Problem to work on: What is needed is every line, exactly as given, from the line containing "I am building a map index. Transcribe" through the end of the data below.

******

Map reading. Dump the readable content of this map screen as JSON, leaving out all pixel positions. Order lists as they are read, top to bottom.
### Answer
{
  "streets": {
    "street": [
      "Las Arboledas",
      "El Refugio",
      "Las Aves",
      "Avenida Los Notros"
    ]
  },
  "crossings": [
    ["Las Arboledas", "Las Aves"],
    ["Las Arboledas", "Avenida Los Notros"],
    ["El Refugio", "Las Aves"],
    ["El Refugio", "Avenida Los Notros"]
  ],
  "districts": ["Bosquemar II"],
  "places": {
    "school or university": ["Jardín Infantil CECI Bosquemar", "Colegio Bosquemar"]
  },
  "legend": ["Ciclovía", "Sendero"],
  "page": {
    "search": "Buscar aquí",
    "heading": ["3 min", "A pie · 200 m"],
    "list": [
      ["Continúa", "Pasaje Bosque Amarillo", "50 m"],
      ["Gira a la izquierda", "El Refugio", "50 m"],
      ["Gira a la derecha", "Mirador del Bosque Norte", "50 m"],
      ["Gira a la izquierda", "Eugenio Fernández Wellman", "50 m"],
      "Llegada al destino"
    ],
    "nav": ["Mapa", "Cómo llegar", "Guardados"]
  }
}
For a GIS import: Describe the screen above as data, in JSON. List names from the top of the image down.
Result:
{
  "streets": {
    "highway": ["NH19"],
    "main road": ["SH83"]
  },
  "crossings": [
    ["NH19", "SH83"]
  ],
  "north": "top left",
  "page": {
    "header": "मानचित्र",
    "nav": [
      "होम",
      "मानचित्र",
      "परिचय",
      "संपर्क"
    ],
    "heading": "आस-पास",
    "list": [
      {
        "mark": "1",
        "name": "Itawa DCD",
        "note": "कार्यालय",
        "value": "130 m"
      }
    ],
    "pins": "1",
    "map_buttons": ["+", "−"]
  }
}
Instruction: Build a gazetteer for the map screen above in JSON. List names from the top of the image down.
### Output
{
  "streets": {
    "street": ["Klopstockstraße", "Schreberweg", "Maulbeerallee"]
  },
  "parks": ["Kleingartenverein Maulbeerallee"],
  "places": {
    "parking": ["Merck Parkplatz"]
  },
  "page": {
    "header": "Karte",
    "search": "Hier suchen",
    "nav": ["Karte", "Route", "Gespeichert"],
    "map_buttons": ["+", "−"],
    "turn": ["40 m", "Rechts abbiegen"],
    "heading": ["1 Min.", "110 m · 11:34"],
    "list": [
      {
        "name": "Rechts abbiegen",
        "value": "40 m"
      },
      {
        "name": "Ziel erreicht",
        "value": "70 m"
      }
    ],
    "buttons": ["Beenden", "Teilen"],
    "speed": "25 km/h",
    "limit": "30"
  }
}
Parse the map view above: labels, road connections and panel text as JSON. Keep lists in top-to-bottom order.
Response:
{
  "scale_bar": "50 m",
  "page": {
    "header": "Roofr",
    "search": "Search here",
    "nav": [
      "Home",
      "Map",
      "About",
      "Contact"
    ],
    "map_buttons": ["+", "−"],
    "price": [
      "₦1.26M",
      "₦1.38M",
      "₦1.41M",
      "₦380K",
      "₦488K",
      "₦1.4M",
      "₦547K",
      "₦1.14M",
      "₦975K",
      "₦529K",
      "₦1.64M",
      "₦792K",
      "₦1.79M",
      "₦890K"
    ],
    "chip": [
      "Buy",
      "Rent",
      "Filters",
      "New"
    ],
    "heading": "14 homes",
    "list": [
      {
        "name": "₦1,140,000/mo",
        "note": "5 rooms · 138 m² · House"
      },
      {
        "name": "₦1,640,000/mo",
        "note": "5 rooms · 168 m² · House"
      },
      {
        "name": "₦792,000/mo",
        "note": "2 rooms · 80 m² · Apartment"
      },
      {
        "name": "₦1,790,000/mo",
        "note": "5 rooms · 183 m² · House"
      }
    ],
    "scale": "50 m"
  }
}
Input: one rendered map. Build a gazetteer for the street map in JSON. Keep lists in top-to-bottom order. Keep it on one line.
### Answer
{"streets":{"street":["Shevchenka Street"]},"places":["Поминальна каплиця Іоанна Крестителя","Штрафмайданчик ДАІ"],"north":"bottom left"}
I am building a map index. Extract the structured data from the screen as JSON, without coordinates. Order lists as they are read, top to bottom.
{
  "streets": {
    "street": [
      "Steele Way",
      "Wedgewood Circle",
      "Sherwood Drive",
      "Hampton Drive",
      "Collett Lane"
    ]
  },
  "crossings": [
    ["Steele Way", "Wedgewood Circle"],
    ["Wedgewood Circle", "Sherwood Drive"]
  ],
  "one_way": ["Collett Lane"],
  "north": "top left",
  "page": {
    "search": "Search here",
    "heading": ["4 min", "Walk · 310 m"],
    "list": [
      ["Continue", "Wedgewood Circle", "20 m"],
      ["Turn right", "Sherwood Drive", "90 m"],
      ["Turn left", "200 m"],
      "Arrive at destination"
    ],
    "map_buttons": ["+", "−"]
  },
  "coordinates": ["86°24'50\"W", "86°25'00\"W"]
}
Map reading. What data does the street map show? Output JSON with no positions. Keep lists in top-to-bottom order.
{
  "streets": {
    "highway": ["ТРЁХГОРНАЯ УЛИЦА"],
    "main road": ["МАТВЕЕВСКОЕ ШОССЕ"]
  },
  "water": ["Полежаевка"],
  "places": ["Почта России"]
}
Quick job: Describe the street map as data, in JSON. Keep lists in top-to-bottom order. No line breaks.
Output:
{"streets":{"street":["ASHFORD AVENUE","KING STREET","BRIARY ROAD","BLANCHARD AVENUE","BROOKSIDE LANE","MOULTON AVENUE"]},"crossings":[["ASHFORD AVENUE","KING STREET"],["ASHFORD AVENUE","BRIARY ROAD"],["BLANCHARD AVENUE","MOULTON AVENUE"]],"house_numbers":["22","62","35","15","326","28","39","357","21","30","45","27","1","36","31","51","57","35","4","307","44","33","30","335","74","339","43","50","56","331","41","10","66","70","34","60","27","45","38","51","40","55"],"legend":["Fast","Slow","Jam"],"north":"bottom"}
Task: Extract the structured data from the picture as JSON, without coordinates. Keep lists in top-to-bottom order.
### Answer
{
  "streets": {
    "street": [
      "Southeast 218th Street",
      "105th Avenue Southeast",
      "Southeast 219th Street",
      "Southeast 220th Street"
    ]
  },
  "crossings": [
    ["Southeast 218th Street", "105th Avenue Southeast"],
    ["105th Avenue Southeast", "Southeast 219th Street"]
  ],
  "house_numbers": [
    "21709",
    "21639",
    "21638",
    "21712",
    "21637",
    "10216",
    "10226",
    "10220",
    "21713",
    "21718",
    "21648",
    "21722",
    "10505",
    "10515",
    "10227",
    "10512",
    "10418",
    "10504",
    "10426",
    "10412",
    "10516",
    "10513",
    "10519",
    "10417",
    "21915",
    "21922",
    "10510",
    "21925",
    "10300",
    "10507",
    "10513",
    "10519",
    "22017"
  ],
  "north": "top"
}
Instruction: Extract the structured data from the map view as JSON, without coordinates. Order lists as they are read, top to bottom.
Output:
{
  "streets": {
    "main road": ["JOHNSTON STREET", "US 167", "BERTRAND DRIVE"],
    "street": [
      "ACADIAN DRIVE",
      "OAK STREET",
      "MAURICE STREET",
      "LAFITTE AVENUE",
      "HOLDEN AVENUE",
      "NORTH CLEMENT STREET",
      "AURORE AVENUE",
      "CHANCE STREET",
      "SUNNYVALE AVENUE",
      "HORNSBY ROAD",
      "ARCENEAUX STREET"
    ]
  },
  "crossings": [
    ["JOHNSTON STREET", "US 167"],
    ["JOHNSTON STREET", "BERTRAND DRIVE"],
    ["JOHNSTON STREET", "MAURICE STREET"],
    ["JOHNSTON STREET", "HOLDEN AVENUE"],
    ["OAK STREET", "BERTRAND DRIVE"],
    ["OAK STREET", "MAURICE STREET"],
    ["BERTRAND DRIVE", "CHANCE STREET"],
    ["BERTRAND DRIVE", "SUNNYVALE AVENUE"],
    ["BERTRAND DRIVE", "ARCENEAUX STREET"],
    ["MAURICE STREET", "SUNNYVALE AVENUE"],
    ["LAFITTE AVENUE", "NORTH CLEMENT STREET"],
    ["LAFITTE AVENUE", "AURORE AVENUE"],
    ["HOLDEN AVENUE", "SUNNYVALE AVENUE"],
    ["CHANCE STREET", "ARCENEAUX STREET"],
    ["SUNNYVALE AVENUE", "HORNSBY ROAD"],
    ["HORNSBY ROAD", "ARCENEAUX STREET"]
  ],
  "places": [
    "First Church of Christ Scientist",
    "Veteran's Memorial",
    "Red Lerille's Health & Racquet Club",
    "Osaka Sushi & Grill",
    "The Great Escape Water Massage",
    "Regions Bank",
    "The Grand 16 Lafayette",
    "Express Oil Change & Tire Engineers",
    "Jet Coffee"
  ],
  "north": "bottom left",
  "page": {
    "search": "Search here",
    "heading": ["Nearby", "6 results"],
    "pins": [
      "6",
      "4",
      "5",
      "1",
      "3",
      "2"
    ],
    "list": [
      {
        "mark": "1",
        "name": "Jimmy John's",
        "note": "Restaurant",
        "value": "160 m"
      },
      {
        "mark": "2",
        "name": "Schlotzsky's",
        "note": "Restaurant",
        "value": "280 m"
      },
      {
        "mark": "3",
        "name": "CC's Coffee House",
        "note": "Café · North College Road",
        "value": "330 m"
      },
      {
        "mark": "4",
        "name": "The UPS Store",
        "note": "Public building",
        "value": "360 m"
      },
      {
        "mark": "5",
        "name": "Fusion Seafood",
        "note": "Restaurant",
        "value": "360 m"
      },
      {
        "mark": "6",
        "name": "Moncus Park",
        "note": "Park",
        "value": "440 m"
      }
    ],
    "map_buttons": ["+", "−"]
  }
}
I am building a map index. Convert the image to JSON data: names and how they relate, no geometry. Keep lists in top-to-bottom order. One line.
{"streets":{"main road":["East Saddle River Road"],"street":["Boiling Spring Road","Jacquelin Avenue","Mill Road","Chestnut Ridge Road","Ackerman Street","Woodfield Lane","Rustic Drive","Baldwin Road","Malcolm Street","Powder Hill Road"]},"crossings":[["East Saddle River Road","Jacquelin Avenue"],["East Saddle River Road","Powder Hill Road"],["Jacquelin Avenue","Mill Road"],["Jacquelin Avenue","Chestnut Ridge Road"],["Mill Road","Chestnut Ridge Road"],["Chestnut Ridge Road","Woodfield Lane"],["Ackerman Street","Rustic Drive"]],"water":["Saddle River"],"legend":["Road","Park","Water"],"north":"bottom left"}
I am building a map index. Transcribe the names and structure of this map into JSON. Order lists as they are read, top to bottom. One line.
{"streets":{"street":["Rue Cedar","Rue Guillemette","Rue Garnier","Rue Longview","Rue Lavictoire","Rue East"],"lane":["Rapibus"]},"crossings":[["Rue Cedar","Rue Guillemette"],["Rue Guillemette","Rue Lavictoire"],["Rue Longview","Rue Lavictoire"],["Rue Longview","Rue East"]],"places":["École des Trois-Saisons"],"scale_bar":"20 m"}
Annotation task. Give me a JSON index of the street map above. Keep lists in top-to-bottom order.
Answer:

******

Task result:
I am building a map index. Transcribe the names and structure of this map into JSON. Order lists as they are read, top to bottom. One line.
{"streets":{"street":["Rue Cedar","Rue Guillemette","Rue Garnier","Rue Longview","Rue Lavictoire","Rue East"],"lane":["Rapibus"]},"crossings":[["Rue Cedar","Rue Guillemette"],["Rue Guillemette","Rue Lavictoire"],["Rue Longview","Rue Lavictoire"],["Rue Longview","Rue East"]],"places":["École des Trois-Saisons"],"scale_bar":"20 m"}
Annotation task. Give me a JSON index of the street map above. Keep lists in top-to-bottom order.
Answer:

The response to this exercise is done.